In the recent uses of “de-adoption”, “adoption” means “choosing something for one’s use or practice”. But the word was also used earlier, in a different sense. For example, in a 1988 book, Beginning Child Psychiatry by Paul L Adams and Ivan Fras, in a chapter called “Divorce Adoption and DeAdoption” [sic], “de-adoption” was defined as “the undoing of a previously consummated adoption”, where adoption means “the taking of a minor who is not one’s offspring into the legal relationship of child (OED). As Adams and Fras wrote, “A tenuous marriage . . . is the hinge for the revolving adoption–de-adoption door.”
“Adoption” also has a technical meaning in linguistics, “the assimilation of a word or phrase from one language into another without (substantially) altering its form”. English has a long history of adopting foreign words and phrases, known as loan words, such as sauerkraut, paprika, lasagne, vodka, and faux amis. In this context “de-adoption” could mean the deliberate ditching of such a word, although I know of no instance of such a meaning.
In a systematic review, Niven et al suggested that there are 43 (that’s forty-three) synonyms for “de-adoption”, although not all the words they listed (e.g. refutation, inappropriateness), albeit implying related ideas, were strictly speaking synonyms. The most commonly used (see the figure) was “disinvestment”, defined as “the processes of (partially or completely) withdrawing health resources from existing healthcare practices, procedures, technologies, or pharmaceuticals that are deemed to deliver little or no health gain for their cost, and thus do not represent efficient health resource allocation.”

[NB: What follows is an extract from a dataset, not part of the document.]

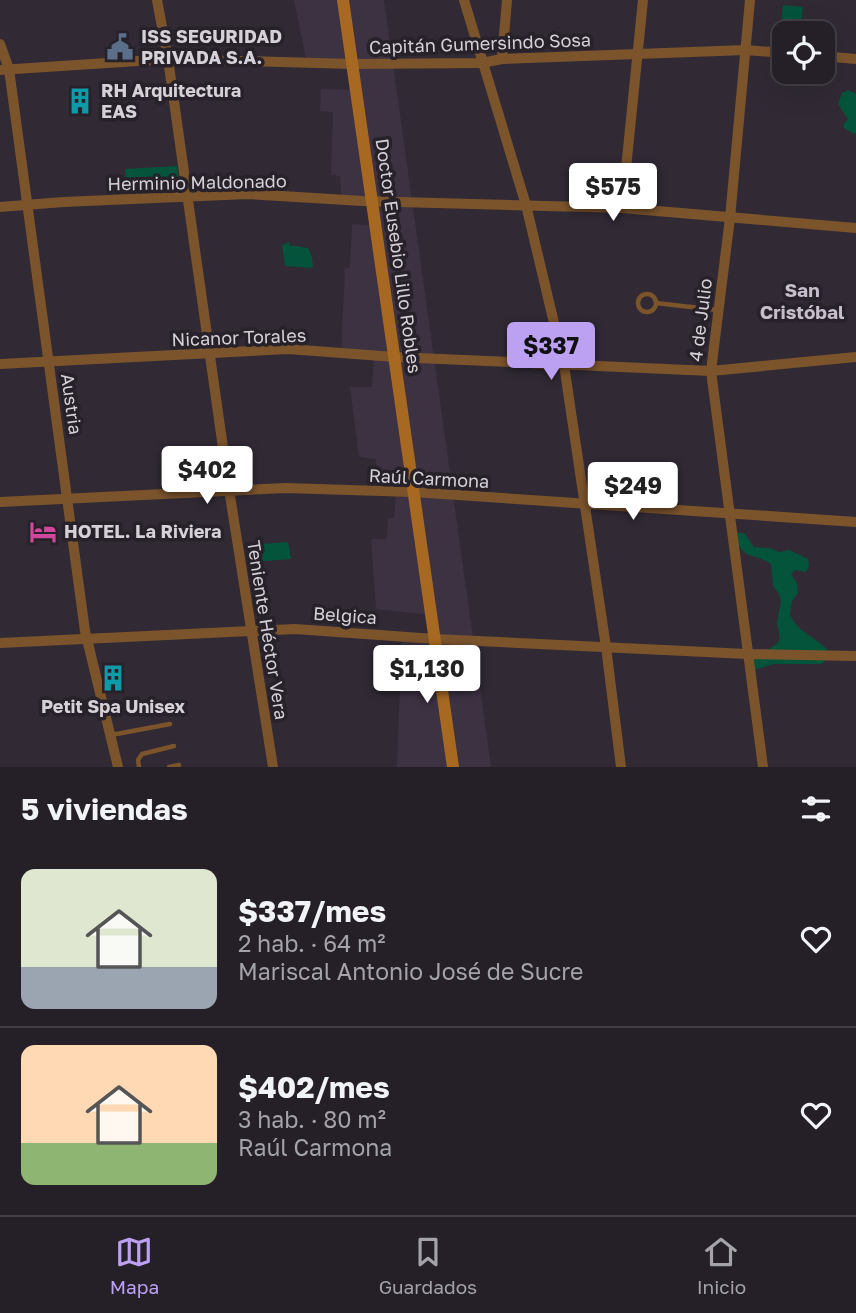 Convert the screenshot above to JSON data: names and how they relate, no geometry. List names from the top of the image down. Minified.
{"streets":{"main road":["Doctor Eusebio Lillo Robles"],"street":["Capitán Gumersindo Sosa","Herminio Maldonado","4 de Julio","Nicanor Torales","Austria","Raúl Carmona","Belgica","Teniente Héctor Vera"]},"crossings":[["Capitán Gumersindo Sosa","Doctor Eusebio Lillo Robles"],["Capitán Gumersindo Sosa","4 de Julio"],["Capitán Gumersindo Sosa","Austria"],["Capitán Gumersindo Sosa","Teniente Héctor Vera"],["Herminio Maldonado","Doctor Eusebio Lillo Robles"],["Herminio Maldonado","4 de Julio"],["Herminio Maldonado","Austria"],["Herminio Maldonado","Teniente Héctor Vera"],["Doctor Eusebio Lillo Robles","Nicanor Torales"],["Doctor Eusebio Lillo Robles","Raúl Carmona"],["Doctor Eusebio Lillo Robles","Belgica"],["4 de Julio","Nicanor Torales"],["4 de Julio","Raúl Carmona"],["4 de Julio","Belgica"],["Nicanor Torales","Austria"],["Nicanor Torales","Teniente Héctor Vera"],["Austria","Raúl Carmona"],["Austria","Belgica"],["Raúl Carmona","Teniente Héctor Vera"],["Belgica","Teniente Héctor Vera"]],"districts":["San Cristóbal"],"places":{"public building":["ISS SEGURIDAD PRIVADA S.A."],"building":["RH Arquitectura EAS","Petit Spa Unisex"],"hotel":["HOTEL. La Riviera"]},"page":{"price":["$575","$337","$402","$249","$1,130"],"heading":"5 viviendas","list":[{"name":"$337/mes","note":"2 hab. · 64 m² · Mariscal Antonio José de Sucre"},{"name":"$402/mes","note":"3 hab. · 80 m² · Raúl Carmona"}],"tabs":["Mapa","Guardados","Inicio"]}}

Figure: Following the example of Gnjidic & Elshaug, I have created a word cloud showing the relative frequencies of 43 words suggested to be “synonyms” of de-adoption in a systematic review by Niven et al; however, I have reduced them to 32 by combining some similar terms and omitting others and have converted them to nouns; as far as possible, I have arranged the words, particularly the less frequently used ones, in groups according to rough similarities of meaning
This idea has a long pedigree, originating with the economist John Maynard Keynes in 1930. Disinvestment has been an interest of the UK’s National Institute of Health and Care Excellence (NICE), and the word both implies casting off, like clothing or vestments, and incorporates an explicit reminder that cost is important.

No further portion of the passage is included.